• **RECORDS FOR THE EXERCISE**:
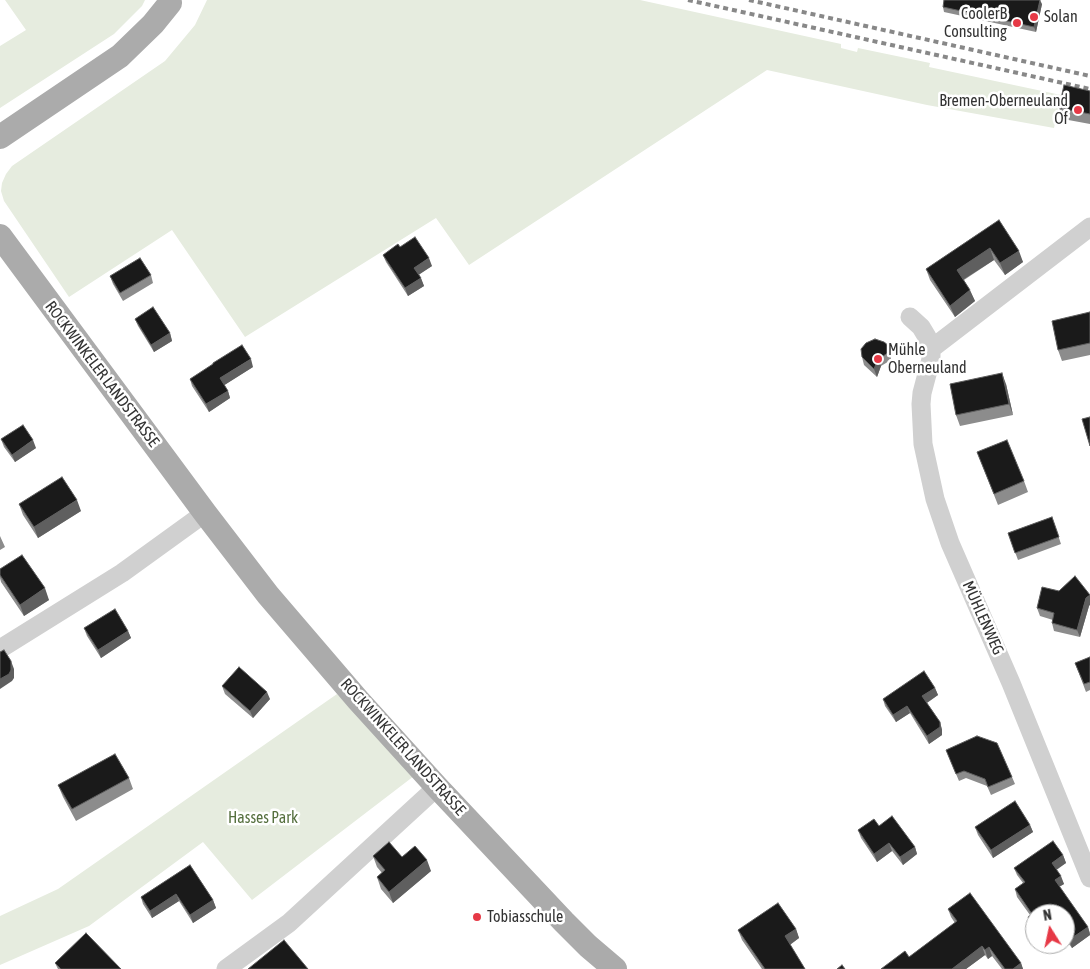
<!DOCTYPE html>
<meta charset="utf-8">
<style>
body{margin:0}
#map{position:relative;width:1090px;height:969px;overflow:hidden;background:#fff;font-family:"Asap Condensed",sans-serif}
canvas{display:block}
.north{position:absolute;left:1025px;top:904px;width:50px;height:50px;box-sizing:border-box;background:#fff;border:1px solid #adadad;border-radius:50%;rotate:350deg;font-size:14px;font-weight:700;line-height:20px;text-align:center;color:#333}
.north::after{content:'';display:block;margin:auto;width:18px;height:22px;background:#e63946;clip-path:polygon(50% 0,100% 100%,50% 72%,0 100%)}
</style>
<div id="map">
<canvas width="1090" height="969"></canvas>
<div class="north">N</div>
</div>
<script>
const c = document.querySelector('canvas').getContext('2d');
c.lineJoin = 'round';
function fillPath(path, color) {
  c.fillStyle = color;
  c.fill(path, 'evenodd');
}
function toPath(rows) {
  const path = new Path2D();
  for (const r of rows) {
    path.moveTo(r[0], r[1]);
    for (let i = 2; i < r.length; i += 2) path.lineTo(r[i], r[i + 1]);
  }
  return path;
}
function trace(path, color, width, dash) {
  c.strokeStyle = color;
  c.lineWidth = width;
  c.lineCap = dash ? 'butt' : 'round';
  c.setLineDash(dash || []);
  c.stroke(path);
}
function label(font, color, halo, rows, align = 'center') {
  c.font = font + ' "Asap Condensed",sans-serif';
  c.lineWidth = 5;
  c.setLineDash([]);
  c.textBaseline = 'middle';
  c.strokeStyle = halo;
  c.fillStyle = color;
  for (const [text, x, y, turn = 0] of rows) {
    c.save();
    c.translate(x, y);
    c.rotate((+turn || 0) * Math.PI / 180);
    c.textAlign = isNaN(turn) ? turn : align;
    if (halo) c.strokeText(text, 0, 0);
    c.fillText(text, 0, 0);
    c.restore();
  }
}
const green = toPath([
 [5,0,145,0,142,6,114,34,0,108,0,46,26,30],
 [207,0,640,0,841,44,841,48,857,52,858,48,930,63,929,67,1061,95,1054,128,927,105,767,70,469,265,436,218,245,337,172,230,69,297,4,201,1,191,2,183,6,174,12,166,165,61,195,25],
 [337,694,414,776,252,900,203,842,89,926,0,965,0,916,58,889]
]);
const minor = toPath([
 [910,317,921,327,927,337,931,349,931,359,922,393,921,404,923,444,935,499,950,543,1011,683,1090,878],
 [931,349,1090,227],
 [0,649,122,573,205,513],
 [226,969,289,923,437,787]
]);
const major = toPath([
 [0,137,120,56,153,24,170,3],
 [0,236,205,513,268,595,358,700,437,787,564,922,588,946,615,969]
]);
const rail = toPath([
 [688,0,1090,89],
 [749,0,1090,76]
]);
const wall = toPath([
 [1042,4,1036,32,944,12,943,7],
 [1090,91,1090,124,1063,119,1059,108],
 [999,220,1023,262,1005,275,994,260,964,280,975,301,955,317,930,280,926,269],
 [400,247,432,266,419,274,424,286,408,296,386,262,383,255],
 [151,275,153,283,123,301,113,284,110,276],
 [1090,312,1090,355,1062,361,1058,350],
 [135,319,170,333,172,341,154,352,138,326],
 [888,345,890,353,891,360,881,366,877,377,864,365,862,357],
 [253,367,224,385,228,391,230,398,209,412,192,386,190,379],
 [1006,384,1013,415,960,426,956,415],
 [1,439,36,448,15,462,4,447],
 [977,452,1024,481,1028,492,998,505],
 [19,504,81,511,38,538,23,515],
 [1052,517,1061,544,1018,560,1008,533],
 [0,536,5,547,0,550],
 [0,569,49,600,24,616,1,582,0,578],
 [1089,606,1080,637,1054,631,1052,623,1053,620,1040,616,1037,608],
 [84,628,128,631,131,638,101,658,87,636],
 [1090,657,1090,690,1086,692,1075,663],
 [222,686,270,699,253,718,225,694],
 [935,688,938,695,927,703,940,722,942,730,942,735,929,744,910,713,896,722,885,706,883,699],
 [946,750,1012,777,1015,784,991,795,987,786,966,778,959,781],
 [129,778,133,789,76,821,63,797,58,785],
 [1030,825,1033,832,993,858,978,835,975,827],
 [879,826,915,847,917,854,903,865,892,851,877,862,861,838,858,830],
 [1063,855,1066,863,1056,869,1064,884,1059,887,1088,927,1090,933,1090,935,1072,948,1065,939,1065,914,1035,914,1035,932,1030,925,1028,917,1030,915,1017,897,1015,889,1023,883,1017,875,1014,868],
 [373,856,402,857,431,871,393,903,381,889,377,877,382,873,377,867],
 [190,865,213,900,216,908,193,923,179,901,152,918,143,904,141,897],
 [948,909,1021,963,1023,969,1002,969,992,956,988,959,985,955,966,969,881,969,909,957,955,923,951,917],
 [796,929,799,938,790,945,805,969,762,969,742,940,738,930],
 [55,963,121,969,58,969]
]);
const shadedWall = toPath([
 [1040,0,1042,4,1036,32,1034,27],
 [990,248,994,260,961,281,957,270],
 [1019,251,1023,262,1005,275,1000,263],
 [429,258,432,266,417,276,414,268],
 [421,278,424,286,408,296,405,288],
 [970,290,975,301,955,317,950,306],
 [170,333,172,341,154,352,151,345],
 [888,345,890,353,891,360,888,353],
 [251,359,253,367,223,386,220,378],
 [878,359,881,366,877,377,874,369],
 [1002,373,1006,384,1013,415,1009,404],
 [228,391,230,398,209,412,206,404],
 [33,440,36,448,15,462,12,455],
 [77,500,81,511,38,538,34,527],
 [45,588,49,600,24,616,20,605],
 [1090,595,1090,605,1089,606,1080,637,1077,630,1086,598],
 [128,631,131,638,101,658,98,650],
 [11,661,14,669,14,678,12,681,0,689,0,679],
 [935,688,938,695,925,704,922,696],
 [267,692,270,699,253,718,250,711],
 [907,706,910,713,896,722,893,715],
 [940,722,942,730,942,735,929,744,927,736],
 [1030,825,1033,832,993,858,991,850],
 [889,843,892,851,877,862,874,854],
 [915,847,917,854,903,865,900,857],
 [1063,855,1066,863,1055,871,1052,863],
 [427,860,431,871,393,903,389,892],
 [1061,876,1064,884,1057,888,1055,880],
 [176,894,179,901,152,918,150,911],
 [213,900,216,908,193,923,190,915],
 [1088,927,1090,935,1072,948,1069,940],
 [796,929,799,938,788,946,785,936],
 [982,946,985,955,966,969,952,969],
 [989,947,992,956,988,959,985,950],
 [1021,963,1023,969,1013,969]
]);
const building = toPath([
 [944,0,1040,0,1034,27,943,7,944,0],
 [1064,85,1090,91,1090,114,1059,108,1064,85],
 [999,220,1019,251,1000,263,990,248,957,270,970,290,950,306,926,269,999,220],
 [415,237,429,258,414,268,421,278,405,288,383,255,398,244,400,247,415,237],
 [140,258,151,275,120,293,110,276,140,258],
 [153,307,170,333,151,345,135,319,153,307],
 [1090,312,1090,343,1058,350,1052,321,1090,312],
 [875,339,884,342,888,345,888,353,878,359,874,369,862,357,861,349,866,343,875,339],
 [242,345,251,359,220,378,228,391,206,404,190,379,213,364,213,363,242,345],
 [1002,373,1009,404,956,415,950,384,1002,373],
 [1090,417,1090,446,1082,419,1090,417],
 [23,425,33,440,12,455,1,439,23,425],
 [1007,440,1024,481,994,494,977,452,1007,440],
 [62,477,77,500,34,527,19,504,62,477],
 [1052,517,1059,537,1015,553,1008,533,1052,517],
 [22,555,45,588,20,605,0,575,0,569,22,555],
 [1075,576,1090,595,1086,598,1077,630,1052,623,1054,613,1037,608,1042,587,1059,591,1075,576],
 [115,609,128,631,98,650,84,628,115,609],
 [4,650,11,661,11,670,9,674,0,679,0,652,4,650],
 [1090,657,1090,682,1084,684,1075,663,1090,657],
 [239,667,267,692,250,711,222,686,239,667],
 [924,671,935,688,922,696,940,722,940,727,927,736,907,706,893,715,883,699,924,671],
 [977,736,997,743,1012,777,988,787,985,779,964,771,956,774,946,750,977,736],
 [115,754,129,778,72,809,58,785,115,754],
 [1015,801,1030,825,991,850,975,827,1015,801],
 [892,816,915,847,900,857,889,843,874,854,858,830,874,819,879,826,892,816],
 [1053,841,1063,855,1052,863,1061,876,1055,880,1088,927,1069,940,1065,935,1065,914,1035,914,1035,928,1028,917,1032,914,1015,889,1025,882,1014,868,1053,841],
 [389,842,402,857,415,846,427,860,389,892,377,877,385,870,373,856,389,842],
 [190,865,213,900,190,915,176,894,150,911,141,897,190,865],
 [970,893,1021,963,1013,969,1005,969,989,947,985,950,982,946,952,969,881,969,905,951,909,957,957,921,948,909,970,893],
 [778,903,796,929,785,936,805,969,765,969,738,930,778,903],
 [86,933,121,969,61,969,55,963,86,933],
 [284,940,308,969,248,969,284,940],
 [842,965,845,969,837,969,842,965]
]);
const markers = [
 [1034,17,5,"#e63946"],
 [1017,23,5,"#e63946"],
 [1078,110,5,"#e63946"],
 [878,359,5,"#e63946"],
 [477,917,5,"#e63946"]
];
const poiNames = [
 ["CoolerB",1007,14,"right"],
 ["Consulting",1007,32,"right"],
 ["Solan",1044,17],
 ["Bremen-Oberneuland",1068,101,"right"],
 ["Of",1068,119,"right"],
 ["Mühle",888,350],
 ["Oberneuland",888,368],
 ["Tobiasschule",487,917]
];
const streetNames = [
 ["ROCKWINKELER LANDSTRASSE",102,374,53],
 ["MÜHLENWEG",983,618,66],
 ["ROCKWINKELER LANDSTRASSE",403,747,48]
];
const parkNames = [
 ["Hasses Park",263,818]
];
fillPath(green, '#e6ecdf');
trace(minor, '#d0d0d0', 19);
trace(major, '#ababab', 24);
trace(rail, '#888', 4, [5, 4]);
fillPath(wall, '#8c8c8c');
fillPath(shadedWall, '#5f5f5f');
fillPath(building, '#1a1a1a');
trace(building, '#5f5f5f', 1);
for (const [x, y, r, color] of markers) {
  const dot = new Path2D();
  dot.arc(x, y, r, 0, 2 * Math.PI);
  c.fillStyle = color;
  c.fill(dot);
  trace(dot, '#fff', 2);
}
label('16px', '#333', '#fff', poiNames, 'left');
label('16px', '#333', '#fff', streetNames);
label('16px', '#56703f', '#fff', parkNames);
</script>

* * *

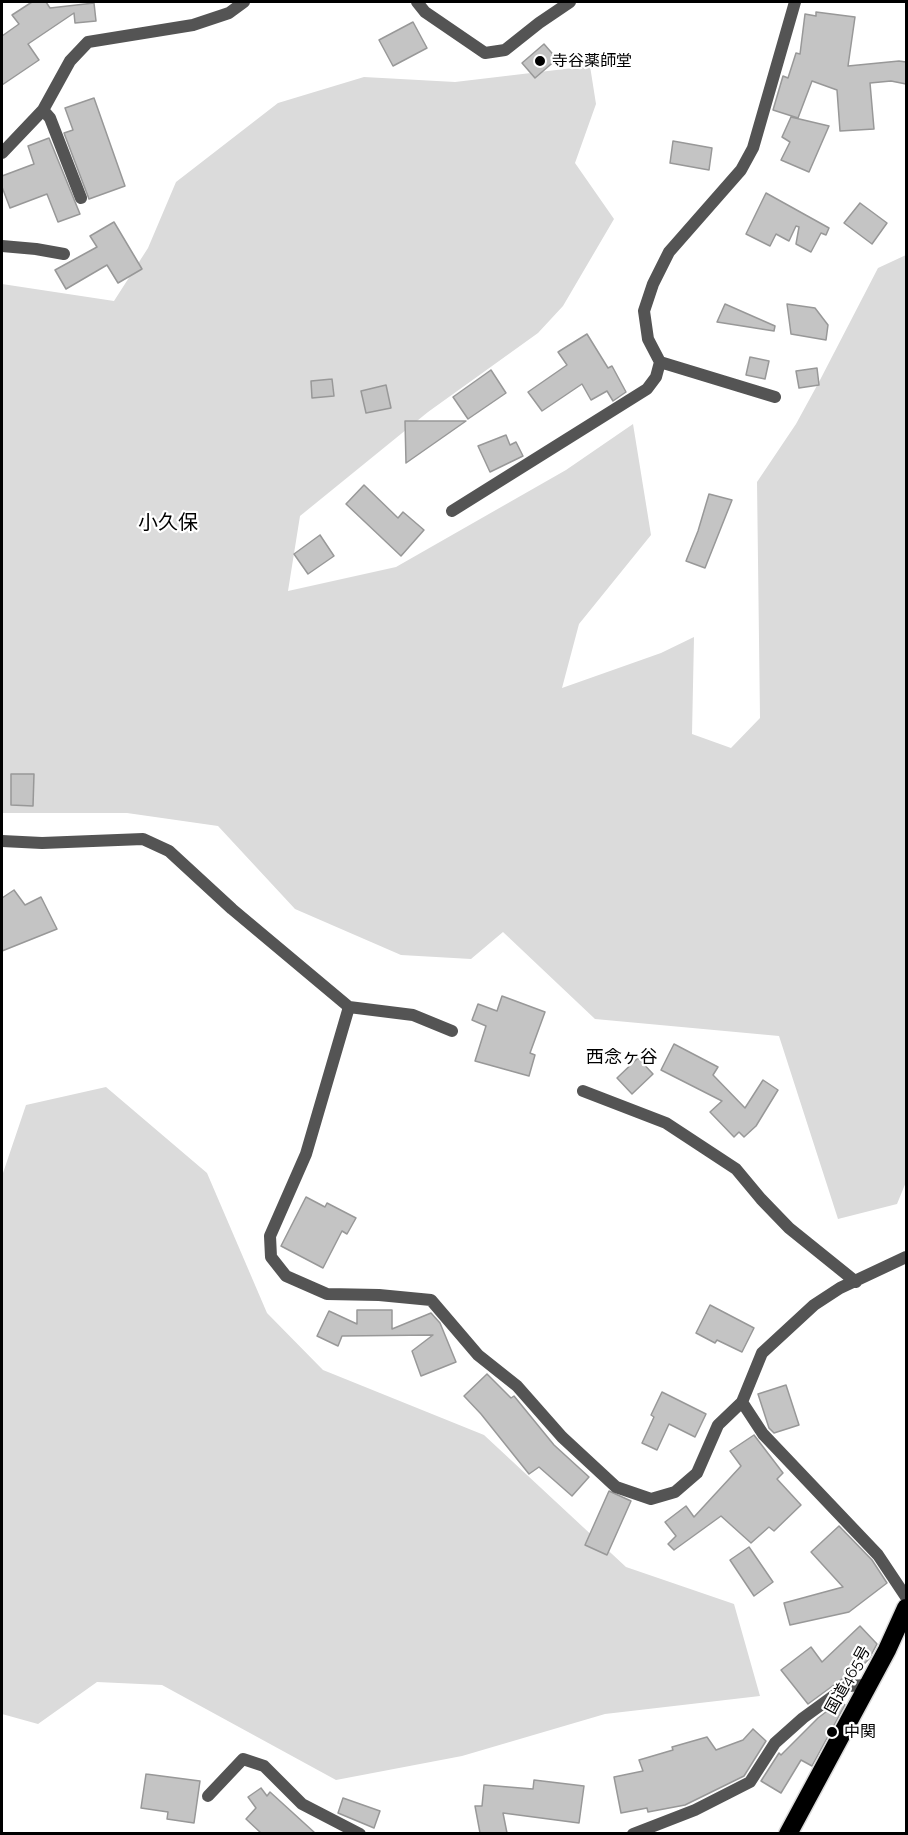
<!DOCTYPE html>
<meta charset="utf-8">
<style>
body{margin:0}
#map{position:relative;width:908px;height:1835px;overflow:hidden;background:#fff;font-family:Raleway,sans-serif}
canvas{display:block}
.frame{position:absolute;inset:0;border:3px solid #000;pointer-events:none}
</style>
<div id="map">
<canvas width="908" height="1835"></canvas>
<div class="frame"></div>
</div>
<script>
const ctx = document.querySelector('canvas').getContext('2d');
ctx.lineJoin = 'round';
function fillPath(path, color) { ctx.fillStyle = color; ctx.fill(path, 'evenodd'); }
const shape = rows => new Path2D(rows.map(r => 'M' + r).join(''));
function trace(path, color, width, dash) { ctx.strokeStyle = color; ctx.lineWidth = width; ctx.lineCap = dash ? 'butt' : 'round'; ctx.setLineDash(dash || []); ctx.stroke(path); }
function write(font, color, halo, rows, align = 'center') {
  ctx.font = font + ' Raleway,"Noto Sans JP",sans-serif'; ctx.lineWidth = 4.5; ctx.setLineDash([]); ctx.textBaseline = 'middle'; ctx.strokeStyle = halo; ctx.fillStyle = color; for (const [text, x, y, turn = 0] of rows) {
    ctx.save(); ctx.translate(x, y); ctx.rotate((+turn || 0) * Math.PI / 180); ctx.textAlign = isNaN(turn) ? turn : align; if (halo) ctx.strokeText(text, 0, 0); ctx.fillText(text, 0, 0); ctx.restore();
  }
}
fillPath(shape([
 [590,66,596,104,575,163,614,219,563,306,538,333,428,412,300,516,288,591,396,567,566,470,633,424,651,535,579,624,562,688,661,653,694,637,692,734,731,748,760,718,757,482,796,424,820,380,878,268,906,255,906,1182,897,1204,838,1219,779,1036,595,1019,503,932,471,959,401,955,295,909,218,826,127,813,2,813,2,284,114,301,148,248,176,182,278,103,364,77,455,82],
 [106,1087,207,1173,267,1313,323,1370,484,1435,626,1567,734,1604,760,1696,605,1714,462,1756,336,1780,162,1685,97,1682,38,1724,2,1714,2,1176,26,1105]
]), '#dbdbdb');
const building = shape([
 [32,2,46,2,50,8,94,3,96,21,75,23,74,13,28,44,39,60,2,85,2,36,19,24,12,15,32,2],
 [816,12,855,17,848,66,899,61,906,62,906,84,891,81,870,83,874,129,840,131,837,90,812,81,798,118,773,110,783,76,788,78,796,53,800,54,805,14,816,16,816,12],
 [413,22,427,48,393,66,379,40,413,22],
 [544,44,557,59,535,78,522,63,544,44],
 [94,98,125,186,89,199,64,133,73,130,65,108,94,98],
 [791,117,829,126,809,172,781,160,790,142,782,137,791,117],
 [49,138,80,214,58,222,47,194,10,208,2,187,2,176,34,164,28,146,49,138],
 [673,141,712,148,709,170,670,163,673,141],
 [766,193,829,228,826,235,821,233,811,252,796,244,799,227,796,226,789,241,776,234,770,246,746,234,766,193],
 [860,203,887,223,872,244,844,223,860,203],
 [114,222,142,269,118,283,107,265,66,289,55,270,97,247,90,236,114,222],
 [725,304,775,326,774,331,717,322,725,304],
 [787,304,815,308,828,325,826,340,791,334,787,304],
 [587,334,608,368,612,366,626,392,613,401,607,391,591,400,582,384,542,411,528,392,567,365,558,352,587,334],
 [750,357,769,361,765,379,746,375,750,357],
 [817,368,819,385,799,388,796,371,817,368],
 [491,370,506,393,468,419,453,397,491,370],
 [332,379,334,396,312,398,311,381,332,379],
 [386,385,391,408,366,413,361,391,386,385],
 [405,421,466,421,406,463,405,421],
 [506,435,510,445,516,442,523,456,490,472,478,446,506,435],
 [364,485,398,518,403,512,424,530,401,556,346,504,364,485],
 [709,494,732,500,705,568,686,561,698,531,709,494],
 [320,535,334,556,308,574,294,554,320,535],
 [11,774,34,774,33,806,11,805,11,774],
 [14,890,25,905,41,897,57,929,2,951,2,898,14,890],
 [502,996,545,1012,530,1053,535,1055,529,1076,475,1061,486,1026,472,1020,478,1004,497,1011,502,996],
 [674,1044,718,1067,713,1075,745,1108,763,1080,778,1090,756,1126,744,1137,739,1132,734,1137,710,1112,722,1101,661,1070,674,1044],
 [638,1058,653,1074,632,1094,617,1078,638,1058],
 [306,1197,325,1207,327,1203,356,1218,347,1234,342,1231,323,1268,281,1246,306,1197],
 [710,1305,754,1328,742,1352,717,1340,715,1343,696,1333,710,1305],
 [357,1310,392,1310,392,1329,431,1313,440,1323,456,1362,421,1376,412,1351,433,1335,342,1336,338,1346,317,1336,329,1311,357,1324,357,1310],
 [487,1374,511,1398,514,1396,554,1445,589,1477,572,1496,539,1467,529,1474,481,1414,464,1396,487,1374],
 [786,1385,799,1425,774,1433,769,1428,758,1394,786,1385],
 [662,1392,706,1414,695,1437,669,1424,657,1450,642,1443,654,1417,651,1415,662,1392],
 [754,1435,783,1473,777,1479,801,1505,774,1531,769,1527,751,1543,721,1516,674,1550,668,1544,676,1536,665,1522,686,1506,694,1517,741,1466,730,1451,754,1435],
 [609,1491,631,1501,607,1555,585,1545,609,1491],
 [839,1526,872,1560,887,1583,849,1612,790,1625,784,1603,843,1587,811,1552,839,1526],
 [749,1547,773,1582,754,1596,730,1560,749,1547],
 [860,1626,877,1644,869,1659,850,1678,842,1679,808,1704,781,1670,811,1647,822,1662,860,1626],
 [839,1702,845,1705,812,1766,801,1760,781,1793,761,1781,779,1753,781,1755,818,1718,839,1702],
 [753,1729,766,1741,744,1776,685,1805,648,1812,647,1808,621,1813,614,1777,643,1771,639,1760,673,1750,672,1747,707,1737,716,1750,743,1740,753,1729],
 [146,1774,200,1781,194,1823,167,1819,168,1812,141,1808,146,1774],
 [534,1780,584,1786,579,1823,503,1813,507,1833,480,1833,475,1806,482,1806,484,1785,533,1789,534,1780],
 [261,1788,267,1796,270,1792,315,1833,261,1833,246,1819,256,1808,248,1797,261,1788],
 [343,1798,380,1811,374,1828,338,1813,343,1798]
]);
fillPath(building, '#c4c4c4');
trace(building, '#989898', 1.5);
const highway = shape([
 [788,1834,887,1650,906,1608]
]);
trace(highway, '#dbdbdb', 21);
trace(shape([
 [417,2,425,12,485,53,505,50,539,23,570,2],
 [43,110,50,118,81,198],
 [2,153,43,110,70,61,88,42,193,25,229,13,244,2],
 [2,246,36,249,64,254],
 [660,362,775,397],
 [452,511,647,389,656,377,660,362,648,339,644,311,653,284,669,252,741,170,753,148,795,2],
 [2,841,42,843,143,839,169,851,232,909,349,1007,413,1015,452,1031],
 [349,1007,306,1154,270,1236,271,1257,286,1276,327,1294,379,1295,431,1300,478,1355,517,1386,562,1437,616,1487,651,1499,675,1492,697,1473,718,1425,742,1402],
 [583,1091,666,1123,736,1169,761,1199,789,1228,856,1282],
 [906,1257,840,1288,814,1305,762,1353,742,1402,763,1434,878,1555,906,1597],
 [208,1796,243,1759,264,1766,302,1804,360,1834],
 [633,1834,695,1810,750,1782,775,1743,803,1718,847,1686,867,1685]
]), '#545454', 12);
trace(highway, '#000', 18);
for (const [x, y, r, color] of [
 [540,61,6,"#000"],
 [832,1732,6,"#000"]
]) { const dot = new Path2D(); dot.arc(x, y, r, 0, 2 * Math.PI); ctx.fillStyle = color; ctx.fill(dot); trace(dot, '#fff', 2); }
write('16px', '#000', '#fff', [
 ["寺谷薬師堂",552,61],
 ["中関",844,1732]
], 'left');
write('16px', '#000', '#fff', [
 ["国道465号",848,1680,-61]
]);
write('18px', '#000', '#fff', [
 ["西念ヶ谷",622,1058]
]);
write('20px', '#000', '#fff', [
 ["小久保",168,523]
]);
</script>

• **PROMPT**:
Find every line of the data that includes the string "translate". Copy each of those lines.

• **FINISHED EXERCISE**:
    c.translate(x, y);
    ctx.save(); ctx.translate(x, y); ctx.rotate((+turn || 0) * Math.PI / 180); ctx.textAlign = isNaN(turn) ? turn : align; if (halo) ctx.strokeText(text, 0, 0); ctx.fillText(text, 0, 0); ctx.restore();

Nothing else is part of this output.